One aspect of that function is to transform the world and make it the kingdom of God on earth. Liturgical theology makes evident the fact that the life and worship of the Church is an icon of the kingdom of heaven. Those of us who gather to worship form the Church Militant on earth. We are not separate from the kingdom of heaven, but rather, through our worship and through the power of the Holy Spirit, we are worshipping with the Church Triumphant that lives and dwells with the Holy Trinity. Through liturgical worship, the Church on earth is made an integral part of the great cosmic Church. One sees here an example of form (anatomy) and function (physiology) going hand in hand.
Liturgical theology also functions to make Christ's life, death and resurrection a real event for us and a real event that we can participate in as a church, as the body of Christ. For example, baptism must not be seen as simply a complex initiation ritual into the Church, but must be seen as our participation in the death and the Resurrection of Christ wherein mankind is "born again" as a new creature. Again, this illustrates the importance of both form and function together.
Liturgical theology also allows us to understand how all of the worship relates to those who gather for the corporate worship of the Church. The word liturgical, which is used to describe our worship, is derived from the Greek "leitourgia" which means "the work of the people." Liturgical theology presents the worship and prayer life of the Church as a functional whole. Just as one can study the physiology of the heart, blood, brain and kidneys and unify them to understand the function of how the body regulates blood pressure. It is the Holy Spirit, manifesting Himself through the Church, that gives function and meaning to the liturgical worship and calls us to be participants - not observers - in the kingdom of God so that we are able to partake in a new life in Jesus Christ and to experience those salvific events while we are here on earth and while we are actively involved in the liturgical worship of the Church.

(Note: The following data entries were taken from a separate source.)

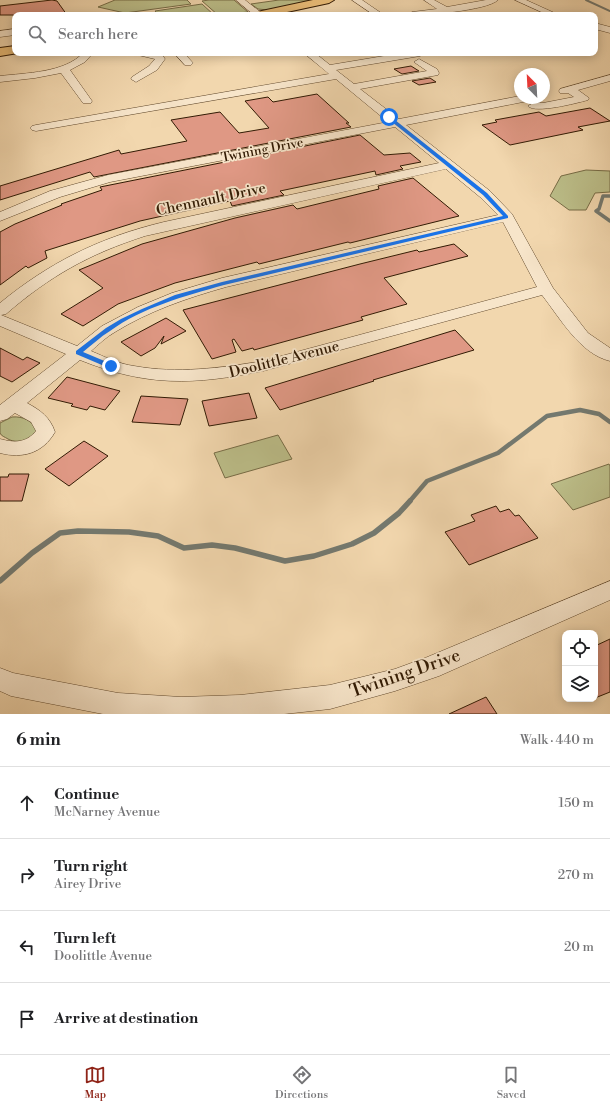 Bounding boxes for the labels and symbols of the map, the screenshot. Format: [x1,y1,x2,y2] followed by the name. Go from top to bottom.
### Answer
[514,68,550,104] north arrow
[380,108,398,126] route start
[220,134,305,166] street label: Twining Drive
[154,179,268,220] street label: Chennault Drive
[227,337,341,382] street label: Doolittle Avenue
[102,357,120,375] route end
[347,644,464,703] street label: Twining Drive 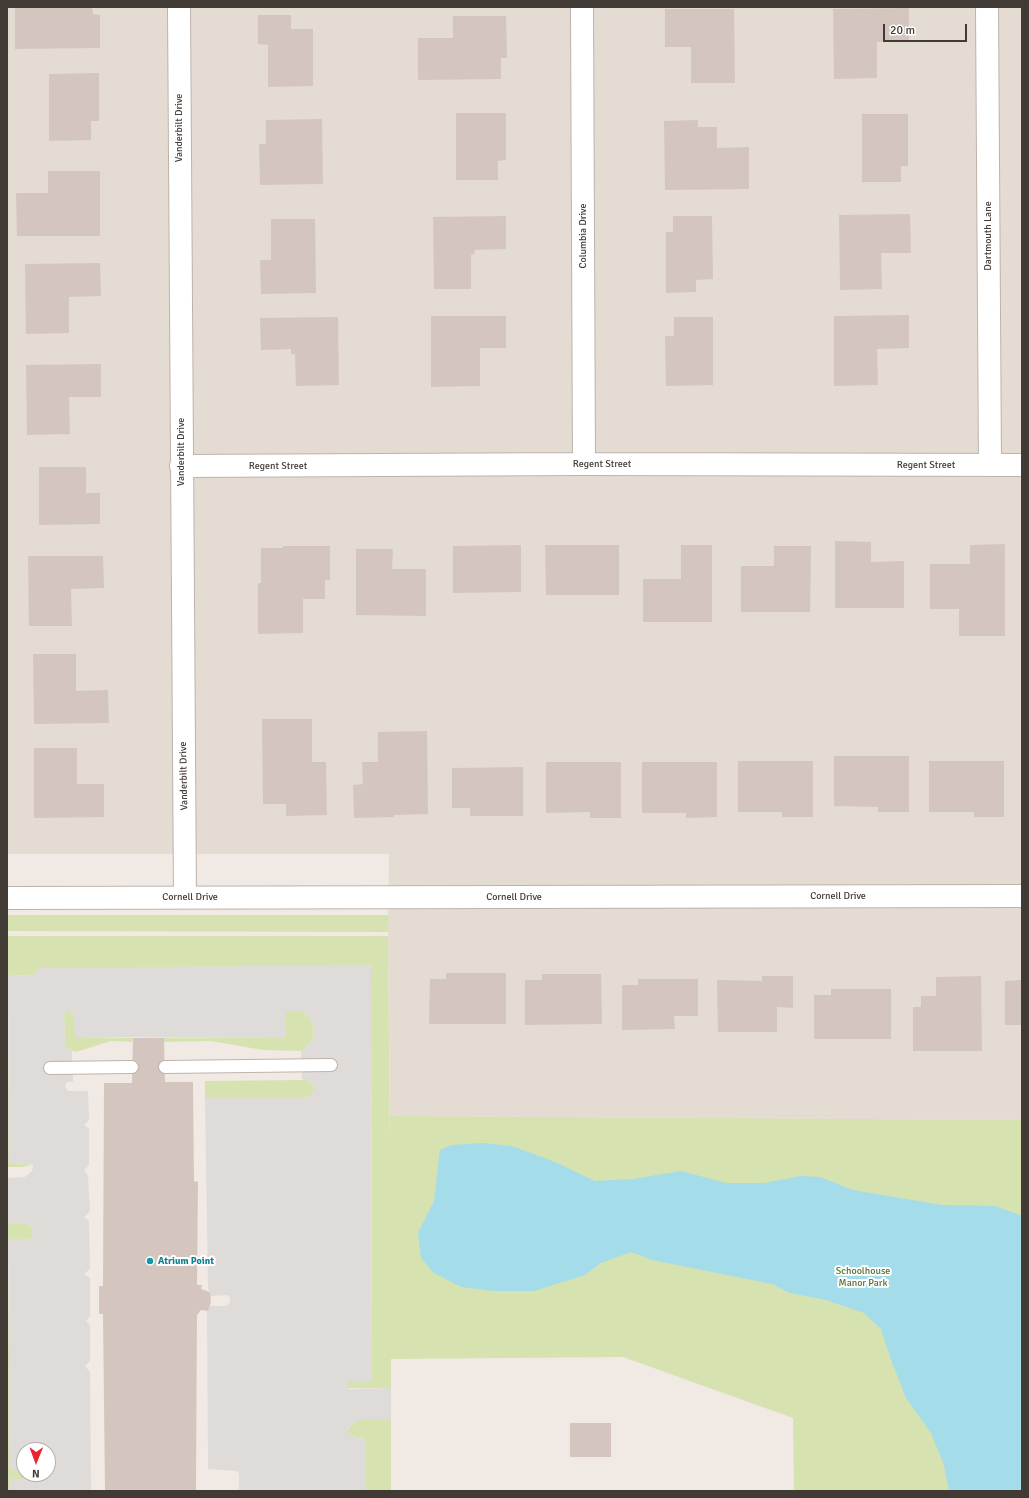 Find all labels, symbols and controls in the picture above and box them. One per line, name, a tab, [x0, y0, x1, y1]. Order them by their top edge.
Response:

Another important aspect of liturgical theology is its ability to expound the faith and doctrines of the Church. Liturgical theology takes liturgical worship and the hymnography of the Church and uses it as a powerful means to expound upon the teachings and doctrines of the Church. This is most evident in the complex hymnography in the Orthros and Vespers services. For example, the hymnography associated with Pentecost is full of theology and teaching concerning the Holy Spirit - another example of form (the service) having function (teaching theology).
In conclusion, it is important that one fully comprehends the role of liturgical theology in the worship of the Church. Just as anatomy and physiology give understanding to the form and function of life, likewise liturgical theology gives to us the understanding of the form and function of the worship services of the Orthodox Church and enables us to fully live with Christ in the heavenly kingdom here on earth. In any living organism, without organized structure there is no function, and without structure and function there is no life. The same thing can be said about liturgy. Without structure and function there is no life to the Church and without life in the Church there is no salvation.
Fagerberg, D., What is Liturgical Theology? A study in Methodology. (Collegeville: Liturgical Press, 1992). Schmemann, A., Introduction to Liturgical Theology. 3rd edition. (Crestwood, NY: SVS Press, 1986). Schmemann, A., Liturgy and Tradition. (Crestwood, NY: SVS Press, 1990). Taft, R., Beyond East and West; Problems in Liturgical Understanding.(Washington, DC; Pastoral Press, 1984).